— WHAT YOU ARE ASKED TO DO —
Copy all lines in the data that contain the string "Béranger".

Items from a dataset
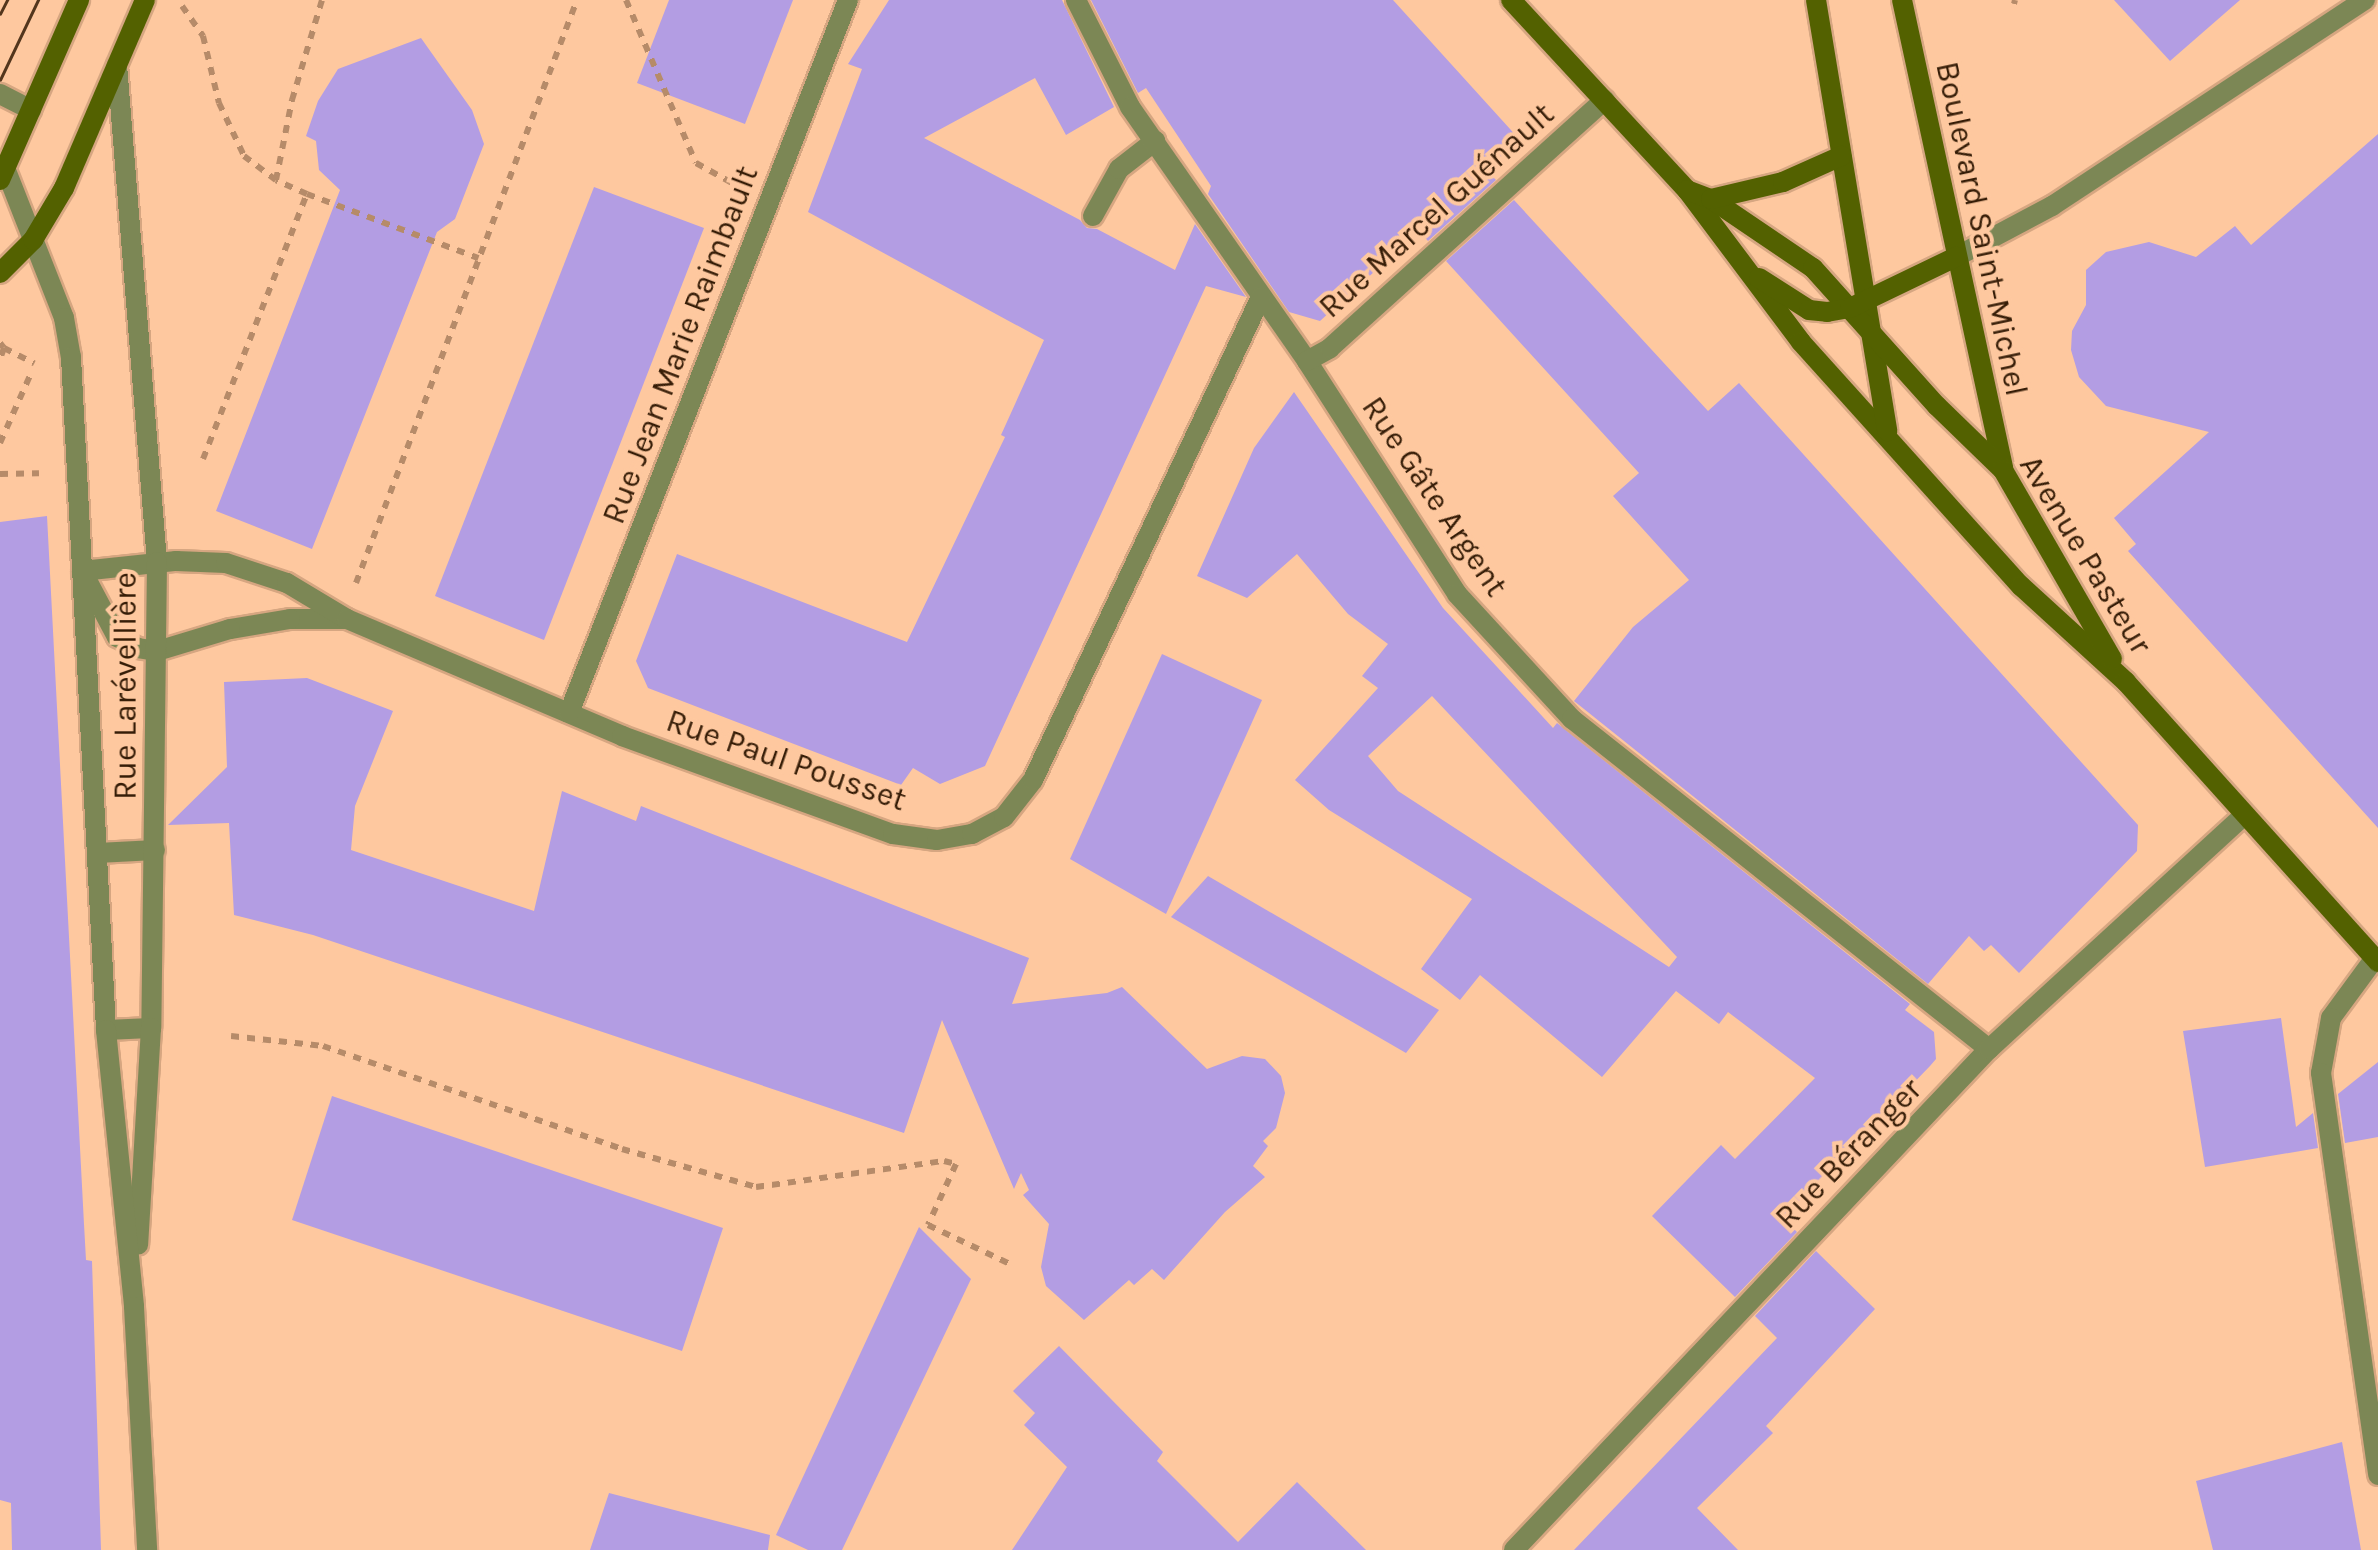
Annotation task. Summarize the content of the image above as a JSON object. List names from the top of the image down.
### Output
{
  "streets": {
    "main road": ["Boulevard Saint-Michel", "Avenue Pasteur"],
    "street": [
      "Rue Marcel Guénault",
      "Rue Jean Marie Raimbault",
      "Rue Gâte Argent",
      "Rue Larévellière",
      "Rue Paul Pousset",
      "Rue Béranger"
    ]
  },
  "crossings": [
    ["Rue Marcel Guénault", "Rue Gâte Argent"],
    ["Rue Marcel Guénault", "Avenue Pasteur"],
    ["Boulevard Saint-Michel", "Avenue Pasteur"],
    ["Rue Jean Marie Raimbault", "Rue Paul Pousset"],
    ["Rue Gâte Argent", "Rue Paul Pousset"],
    ["Rue Gâte Argent", "Rue Béranger"],
    ["Avenue Pasteur", "Rue Béranger"],
    ["Rue Larévellière", "Rue Paul Pousset"]
  ]
}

— WORKED SOLUTION —
      "Rue Béranger"
    ["Rue Gâte Argent", "Rue Béranger"],
    ["Avenue Pasteur", "Rue Béranger"],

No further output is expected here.